Saturday, April 8, 2023

In Which I Learn A New Word: Knowingness

 I saw the title Our big problem is not misinformation; it’s knowingness from Aeon and curiosity got the better of me. What is knowingness? Jonathan Malesici explains:

Accounts of this crisis of knowledge, however, overlook how its differing elements arise from a common source. Our problem concerns not just the way we generate knowledge but our attitude toward knowledge, how we present ourselves to each other as knowers. Beneath the epistemological crisis is a deeper psychological one: the problem of knowingness. Knowingness, as the philosopher and psychoanalyst Jonathan Lear defines it in Open Minded (1998), is a posture of always ‘already knowing’, of purporting to know the answers even before the question arises. When new facts come to light, the knowing person is unperturbed. You may be shocked, but they knew all along.

I do not think I have seen the word, and the idea is a new one. My mother had a saying, tell me what I do not know. I do not see that as being knowingness. She did know and we were duplicating her knowledge and she wanted to get to what was new, what she did not know. I like to think I know how to do this - or have learned the talent again. There was a time when I thought I had seen everything and was worn out by what I knew. Turns out there was much I did not know, that there were interpretations taught me by experience not imagination.

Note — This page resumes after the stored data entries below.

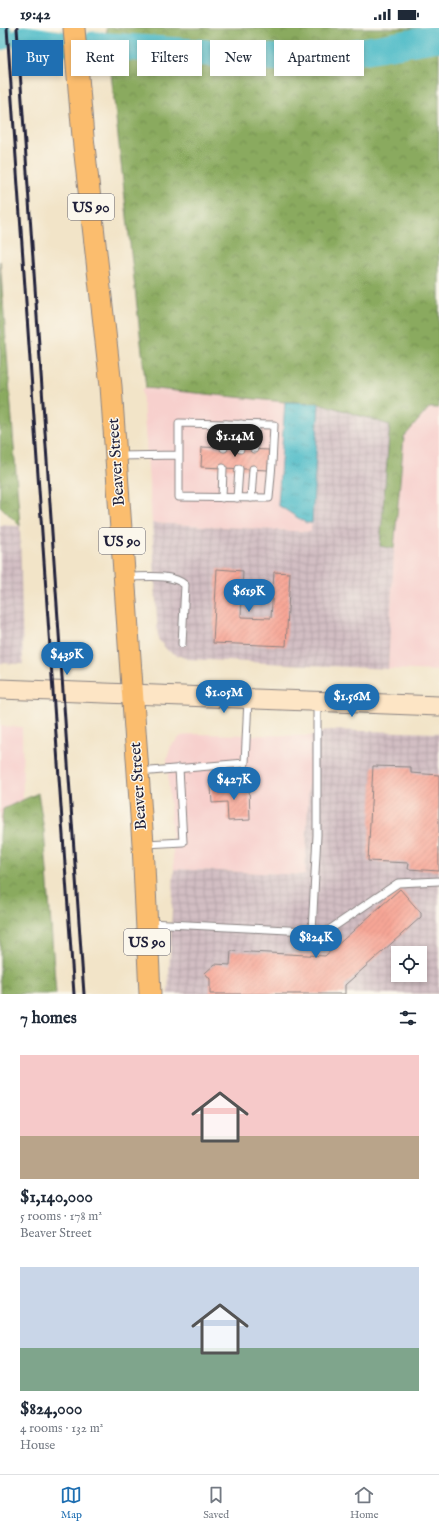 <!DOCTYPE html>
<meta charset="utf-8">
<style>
:root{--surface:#fff;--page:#f2f2f3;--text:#1f2937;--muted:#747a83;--line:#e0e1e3;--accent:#1f6fb2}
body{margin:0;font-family:"IM FELL English",serif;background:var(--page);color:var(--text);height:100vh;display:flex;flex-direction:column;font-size:15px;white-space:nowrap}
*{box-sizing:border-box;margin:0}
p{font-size:13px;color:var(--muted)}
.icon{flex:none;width:22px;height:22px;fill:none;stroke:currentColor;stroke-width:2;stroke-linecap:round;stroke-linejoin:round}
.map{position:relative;height:966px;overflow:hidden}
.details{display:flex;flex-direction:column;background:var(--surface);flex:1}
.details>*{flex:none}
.banner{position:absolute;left:12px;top:12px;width:415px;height:36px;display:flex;gap:8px}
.fabs{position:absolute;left:391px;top:918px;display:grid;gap:8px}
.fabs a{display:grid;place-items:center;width:36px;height:36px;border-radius:0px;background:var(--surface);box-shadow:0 2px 6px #0003;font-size:20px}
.price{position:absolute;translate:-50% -34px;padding:0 9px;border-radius:14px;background:var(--accent);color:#fff;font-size:13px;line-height:26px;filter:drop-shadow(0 1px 2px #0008)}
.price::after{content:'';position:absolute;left:50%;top:24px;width:12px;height:9px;margin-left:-6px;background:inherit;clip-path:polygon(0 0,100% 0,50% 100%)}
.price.on{background:#222;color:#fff}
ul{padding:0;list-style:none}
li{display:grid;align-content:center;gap:8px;height:212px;padding:0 20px}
li span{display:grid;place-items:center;height:124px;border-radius:0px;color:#555}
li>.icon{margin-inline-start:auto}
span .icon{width:72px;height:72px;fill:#fffc;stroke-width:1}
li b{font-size:17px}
h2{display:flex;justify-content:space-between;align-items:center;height:48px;padding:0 20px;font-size:17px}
.pill{padding:0 14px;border-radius:0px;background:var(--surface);box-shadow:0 2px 6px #0003;font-size:14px;line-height:36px}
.pill.on{background:var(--accent);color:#fff}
.status{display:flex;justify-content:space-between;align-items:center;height:28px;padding:0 20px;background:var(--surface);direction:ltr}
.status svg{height:11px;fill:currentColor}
.dock{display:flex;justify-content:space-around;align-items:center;height:56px;border-top:1px solid var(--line);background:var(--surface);font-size:11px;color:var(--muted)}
.dock a{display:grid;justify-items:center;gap:2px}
.dock .on{color:var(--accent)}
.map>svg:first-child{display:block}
.built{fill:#f7d0cd}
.industrial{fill:url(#industrial-grid);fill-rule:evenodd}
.forest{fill:url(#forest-crowns);stroke:#56664c}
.water{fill:url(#water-ripples);stroke:#386f82}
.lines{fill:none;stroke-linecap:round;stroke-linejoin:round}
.river{stroke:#4fbcc8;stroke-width:27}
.building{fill:url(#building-hatch)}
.service-casing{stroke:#8a8382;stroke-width:9}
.secondary-casing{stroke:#8a8382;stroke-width:21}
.primary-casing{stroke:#8a8382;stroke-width:23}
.service{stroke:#fff;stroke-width:7}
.secondary{stroke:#fde5c5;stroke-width:19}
.primary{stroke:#fbbd6e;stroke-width:21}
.rail{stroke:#22223b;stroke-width:3}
.labels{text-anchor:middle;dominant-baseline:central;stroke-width:3;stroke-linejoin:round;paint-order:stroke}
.shield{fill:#fbf7ec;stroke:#636270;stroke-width:1}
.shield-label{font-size:15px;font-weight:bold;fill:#22223b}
.street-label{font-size:16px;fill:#22223b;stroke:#fbf7ec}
</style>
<div class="status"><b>19:42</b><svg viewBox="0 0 49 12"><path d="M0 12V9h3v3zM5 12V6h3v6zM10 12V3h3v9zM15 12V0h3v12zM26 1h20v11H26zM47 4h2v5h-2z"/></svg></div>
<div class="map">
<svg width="439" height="966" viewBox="0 0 439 966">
<defs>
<pattern id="industrial-grid" width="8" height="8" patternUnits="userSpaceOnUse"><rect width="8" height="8" fill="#d2bec3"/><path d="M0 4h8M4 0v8" fill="none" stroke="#b4a3a8"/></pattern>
<pattern id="forest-crowns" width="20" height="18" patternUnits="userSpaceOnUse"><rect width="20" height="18" fill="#8aaa5e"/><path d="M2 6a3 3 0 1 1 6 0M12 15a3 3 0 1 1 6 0" fill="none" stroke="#708a4f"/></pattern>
<pattern id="water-ripples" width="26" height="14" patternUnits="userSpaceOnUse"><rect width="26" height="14" fill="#4fbcc8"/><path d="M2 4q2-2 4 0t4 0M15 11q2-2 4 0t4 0" fill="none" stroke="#4198a4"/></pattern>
<pattern id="building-hatch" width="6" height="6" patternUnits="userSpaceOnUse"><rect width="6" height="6" fill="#f7a696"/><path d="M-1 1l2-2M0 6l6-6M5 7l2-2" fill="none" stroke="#d38f82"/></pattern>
</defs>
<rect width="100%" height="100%" fill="#fbf7ec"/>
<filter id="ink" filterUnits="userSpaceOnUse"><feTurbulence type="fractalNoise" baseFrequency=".025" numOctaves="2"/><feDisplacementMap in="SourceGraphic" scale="8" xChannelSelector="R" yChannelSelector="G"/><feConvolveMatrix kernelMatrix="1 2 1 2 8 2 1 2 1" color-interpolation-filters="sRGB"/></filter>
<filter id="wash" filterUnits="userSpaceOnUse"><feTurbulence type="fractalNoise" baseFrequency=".012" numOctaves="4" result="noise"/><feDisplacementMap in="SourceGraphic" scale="16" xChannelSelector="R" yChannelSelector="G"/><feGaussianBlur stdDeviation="0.9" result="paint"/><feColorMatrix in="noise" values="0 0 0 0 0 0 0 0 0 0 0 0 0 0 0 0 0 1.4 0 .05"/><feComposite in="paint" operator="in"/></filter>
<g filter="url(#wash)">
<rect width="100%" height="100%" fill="#f2e4c8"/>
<g class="built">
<polygon points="146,360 285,374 278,477 306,495 312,495 311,504 152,495 142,361"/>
<polygon points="429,380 439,380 439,643 388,641 394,521 404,409"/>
<polygon points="0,698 22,699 23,772 3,781 0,808"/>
<polygon points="193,706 311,708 305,847 174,841 167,731 171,718 181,708"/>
</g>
<g class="industrial">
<polygon points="319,375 390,397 380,517 394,521 388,641 187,631 168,623 158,611 152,495 311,504"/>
<polygon points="0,497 20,498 23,636 0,635"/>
<path d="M 328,702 L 439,705 L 439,966 L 168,966 L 174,841 L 305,847 L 311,708 ZM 398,925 L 420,925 L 420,947 L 398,947 Z"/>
</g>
<g class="forest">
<polygon points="106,0 439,0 439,380 429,380 404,409 394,521 380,518 390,397 319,375 285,374 146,360"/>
<polygon points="0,233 20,498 0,478"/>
<polygon points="38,765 44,802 56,966 0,966 0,808 3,781"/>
</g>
<polygon class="water" points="285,374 319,375 312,495 306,495 278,477"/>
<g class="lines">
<g class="river">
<polyline points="0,9 0,8"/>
<polyline points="24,11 60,16"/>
<polyline points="94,17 308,32 439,10"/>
</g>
</g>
<g id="blocks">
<g class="building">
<polygon points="202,419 269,422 268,442 201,439"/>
<polygon points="217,541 243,543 241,589 271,590 274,544 290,545 286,618 213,615"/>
<polygon points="373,738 411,739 411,745 439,747 439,843 408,841 409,835 368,833"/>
<polygon points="249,757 250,792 228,793 227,774 212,775 211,758"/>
<polygon points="400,861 421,885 421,889 345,957 345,966 210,966 210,951 205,945 215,936 230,937 231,923 325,928"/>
</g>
</g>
</g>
<g filter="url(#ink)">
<use href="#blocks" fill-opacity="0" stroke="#8a8382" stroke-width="1"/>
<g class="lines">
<defs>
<g id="service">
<polyline points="224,420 226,396"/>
<polyline points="240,421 241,396"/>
<polyline points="254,421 256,397"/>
<polyline points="118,428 179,427 179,469 269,470 272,436 274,397 179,395 179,427"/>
<polyline points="222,470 223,440"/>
<polyline points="237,470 239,441"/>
<polyline points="251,470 253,441"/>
<path d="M 127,549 C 144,549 173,545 185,557 L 182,616"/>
<polyline points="139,744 245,735 248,671"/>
<polyline points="146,816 183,814 179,740"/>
<polyline points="149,895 326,904 398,855 439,853"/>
<polyline points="312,904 317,807 317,674"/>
</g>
<polyline id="secondary" points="0,661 439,678"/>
<polyline id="primary" points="74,0 83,109 111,358 143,816 150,966"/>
</defs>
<use href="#service" class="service-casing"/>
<use href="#secondary" class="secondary-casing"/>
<use href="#primary" class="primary-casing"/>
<use href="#service" class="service"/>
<use href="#secondary" class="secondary"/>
<use href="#primary" class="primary"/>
<g class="rail">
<polyline points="7,0 74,966"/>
<polyline points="17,0 84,966"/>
</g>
</g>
</g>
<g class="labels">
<g class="shield">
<rect x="68" y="166" width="46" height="26" rx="3"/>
<rect x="99" y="500" width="46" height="26" rx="3"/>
<rect x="124" y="901" width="46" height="26" rx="3"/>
</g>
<g class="shield-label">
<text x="91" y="179">US 90</text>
<text x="122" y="513">US 90</text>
<text x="147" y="914">US 90</text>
</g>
<g class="street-label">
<text transform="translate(117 434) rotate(-94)">Beaver Street</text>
<text transform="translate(139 758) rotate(-94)">Beaver Street</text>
</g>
</g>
</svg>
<div class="fabs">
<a><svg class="icon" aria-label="locate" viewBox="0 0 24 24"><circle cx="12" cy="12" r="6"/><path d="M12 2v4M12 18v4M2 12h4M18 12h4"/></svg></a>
</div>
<b class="price on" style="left:235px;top:430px">$1.14M</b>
<b class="price" style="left:249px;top:585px">$619K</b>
<b class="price" style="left:67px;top:648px">$439K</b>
<b class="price" style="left:224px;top:686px">$1.05M</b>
<b class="price" style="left:352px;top:690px">$1.56M</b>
<b class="price" style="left:234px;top:773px">$427K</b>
<b class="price" style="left:316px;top:931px">$824K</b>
<div class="banner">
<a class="pill on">Buy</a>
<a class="pill">Rent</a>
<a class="pill">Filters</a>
<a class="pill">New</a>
<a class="pill">Apartment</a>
</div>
</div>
<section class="details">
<h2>7 homes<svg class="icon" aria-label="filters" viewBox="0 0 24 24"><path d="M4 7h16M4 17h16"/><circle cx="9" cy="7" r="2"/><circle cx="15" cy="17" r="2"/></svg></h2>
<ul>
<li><span style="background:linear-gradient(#f6c9c9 65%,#b9a48a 0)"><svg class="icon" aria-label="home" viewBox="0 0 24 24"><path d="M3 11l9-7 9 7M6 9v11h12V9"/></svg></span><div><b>$1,140,000</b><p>5 rooms · 178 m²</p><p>Beaver Street</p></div></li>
<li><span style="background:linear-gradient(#c9d6e8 65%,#7fa58c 0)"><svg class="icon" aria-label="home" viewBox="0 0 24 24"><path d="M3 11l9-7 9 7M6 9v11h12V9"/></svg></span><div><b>$824,000</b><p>4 rooms · 132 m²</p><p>House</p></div></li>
</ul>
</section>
<nav class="dock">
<a class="on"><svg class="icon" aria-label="map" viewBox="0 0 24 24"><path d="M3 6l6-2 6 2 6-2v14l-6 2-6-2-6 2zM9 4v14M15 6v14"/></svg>Map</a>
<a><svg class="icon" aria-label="saved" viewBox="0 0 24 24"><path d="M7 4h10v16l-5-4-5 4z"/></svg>Saved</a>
<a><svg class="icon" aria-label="home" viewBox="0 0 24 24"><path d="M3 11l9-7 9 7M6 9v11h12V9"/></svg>Home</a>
</nav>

Because it cuts off further investigation into the unknown, knowingness can have catastrophic results. Lear’s paragon of this attitude is Oedipus, the tyrant of Thebes in Sophocles’ eponymous play. Oedipus’ problems, Lear argues, are not ‘oedipal’. His tragic downfall does not result from a lust to kill his father or have sex with his mother. Rather, Oedipus’ fatal flaw is that, at every turn, he refuses to accept new information, because he always assumes he already knows what he needs to know. ‘What he misses completely,’ Lear writes, ‘is the thought that his “knowingness” lies at the heart of his troubles: what he doesn’t know is that he doesn’t know.’

If we stop inquiring we will all become what I once was - sunk in depression believing there was nothing but rot and death for a future. That came close to being a self-fulfilling prophecy. The essay proposes a mthod which accords with my own experieince:

In his openness to what the culture has to offer, Lear exhibits the virtues not only of the good analyst but of the good essayist. The masters of this genre – Michel de MontaigneRalph Waldo Emerson, Joan Didion, Zadie Smith – write in ways that are exploratory, tentative, eager to know more. ‘I put forward formless and unresolved notions,’ Montaigne wrote, ‘not to establish the truth but to seek it.’ Essayists in this tradition build conviction slowly, then deploy their insights to reveal something fresh about the world. They aim to win over the public – with evidence and sound logic, to be sure, but also with good humour and sensitivity to what readers might want.

The essayist adopts a posture, too. But it’s one of not-yet-knowing, of being open to the wonders, horrors and curiosities of our vast, shared world.

Those who have not read Montaigne, please go here. Those who have read him, re-read him. My own copies have disappeared since my arrest, still I will take my own advice and make up for my tardiness.